→ **Aim of the exercise**
Across all the records, filter for lines with the word "linecap" and copy them.

Stored items
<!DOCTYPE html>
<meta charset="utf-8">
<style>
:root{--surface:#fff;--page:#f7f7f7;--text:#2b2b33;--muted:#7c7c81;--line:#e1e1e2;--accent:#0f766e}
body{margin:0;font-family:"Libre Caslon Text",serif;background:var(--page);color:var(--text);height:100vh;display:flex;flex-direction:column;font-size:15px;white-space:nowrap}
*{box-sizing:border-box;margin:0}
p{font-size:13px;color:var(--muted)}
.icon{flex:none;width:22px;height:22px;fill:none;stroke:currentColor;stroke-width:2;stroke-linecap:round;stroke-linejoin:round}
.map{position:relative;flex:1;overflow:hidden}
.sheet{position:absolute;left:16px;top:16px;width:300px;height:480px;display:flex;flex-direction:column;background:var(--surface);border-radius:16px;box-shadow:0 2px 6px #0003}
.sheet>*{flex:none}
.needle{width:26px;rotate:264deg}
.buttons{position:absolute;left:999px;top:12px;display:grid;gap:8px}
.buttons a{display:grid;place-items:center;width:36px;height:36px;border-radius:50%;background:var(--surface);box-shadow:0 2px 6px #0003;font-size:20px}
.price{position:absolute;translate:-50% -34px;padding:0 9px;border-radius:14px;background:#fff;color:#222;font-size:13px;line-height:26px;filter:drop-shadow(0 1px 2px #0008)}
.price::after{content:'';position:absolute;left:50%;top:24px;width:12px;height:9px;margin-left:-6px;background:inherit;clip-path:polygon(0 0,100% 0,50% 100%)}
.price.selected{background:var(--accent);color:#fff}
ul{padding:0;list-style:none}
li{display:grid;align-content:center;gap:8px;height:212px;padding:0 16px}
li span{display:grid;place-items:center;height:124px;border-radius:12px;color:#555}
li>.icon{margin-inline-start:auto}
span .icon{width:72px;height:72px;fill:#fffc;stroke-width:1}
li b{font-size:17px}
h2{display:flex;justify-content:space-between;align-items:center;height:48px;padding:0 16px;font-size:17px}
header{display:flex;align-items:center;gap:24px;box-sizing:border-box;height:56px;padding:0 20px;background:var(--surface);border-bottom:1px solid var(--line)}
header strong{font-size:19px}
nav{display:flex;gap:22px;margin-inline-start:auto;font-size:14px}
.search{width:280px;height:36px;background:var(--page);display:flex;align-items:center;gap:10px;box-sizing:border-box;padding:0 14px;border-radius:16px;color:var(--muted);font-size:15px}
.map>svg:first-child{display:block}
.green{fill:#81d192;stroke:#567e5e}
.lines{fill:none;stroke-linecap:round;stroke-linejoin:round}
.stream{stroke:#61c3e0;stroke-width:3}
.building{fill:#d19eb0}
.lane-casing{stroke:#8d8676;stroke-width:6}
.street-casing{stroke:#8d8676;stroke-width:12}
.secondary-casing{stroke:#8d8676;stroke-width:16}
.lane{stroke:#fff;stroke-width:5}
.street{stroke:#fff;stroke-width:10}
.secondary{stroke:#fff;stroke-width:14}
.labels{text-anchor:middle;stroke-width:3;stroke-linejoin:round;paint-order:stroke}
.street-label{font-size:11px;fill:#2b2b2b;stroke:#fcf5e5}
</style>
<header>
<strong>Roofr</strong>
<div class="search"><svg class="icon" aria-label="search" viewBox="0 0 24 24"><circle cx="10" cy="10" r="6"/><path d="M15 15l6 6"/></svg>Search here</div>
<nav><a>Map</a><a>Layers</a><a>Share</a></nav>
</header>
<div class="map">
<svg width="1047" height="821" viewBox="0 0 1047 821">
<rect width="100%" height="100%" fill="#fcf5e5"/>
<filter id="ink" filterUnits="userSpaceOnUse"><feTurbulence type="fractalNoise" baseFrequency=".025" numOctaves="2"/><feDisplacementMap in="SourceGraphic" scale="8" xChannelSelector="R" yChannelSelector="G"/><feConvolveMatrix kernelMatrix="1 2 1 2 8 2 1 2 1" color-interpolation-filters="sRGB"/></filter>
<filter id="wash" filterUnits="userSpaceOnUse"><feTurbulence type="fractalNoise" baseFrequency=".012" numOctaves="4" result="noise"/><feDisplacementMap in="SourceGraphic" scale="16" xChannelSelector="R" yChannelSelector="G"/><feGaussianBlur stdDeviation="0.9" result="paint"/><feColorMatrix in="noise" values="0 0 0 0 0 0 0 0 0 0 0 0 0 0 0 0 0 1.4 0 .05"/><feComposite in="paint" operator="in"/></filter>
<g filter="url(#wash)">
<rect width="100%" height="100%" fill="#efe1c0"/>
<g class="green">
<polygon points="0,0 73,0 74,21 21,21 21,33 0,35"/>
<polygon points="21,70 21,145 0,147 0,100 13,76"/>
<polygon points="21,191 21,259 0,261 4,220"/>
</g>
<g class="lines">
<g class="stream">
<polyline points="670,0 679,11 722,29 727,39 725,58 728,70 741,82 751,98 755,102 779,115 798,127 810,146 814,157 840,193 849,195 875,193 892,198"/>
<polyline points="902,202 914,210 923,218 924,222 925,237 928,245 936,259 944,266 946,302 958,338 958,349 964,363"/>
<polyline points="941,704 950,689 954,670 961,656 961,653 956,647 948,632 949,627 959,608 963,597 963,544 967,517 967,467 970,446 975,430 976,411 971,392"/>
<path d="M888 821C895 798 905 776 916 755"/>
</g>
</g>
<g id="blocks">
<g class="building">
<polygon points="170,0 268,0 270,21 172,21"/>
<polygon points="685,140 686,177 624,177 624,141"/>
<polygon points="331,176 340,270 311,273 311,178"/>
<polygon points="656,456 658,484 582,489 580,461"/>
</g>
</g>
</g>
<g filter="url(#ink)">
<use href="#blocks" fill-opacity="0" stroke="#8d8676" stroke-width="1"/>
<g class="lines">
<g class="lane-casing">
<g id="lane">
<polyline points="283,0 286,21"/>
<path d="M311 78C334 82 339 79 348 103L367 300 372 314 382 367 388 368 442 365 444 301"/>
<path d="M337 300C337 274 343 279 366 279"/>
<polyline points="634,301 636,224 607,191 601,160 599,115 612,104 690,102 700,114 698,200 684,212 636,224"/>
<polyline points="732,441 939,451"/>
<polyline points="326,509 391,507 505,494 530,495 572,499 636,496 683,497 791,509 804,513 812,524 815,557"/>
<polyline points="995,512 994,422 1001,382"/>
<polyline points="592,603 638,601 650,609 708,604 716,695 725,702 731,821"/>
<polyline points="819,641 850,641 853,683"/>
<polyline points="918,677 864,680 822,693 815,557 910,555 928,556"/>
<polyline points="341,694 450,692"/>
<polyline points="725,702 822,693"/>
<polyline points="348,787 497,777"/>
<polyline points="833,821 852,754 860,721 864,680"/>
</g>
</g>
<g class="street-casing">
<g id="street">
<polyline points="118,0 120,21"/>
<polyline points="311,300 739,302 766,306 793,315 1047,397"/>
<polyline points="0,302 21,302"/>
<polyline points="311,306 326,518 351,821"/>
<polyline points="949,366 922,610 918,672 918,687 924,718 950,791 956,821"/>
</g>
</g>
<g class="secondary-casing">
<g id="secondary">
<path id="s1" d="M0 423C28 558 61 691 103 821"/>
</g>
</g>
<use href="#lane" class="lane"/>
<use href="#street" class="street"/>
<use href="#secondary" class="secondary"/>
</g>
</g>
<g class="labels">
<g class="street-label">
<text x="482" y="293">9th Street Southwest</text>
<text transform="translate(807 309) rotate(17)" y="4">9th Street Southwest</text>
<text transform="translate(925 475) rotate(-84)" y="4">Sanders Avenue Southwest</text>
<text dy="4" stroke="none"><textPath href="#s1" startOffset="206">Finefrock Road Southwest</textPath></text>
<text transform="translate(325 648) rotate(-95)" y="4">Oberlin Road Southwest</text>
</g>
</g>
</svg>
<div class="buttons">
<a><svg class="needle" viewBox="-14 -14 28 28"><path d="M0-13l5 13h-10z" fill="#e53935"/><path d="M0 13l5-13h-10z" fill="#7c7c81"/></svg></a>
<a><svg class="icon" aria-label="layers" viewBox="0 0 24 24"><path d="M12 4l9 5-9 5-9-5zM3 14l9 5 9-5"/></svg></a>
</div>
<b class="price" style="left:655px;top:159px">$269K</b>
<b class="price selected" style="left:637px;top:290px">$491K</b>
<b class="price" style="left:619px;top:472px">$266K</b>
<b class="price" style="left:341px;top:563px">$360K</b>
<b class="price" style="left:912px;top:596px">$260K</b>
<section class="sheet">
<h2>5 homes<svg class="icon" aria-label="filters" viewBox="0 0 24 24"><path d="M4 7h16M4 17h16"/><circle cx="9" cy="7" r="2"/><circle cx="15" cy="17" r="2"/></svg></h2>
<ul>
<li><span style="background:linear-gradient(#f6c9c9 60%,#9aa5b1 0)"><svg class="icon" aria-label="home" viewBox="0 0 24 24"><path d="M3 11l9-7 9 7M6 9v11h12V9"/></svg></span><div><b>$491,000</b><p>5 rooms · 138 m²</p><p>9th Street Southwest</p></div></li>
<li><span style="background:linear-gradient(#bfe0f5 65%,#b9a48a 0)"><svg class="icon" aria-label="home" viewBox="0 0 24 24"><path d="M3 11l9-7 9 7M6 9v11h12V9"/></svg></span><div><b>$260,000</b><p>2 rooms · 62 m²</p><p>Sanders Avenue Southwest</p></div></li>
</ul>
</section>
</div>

→ **Answer to this task**
.icon{flex:none;width:22px;height:22px;fill:none;stroke:currentColor;stroke-width:2;stroke-linecap:round;stroke-linejoin:round}
.lines{fill:none;stroke-linecap:round;stroke-linejoin:round}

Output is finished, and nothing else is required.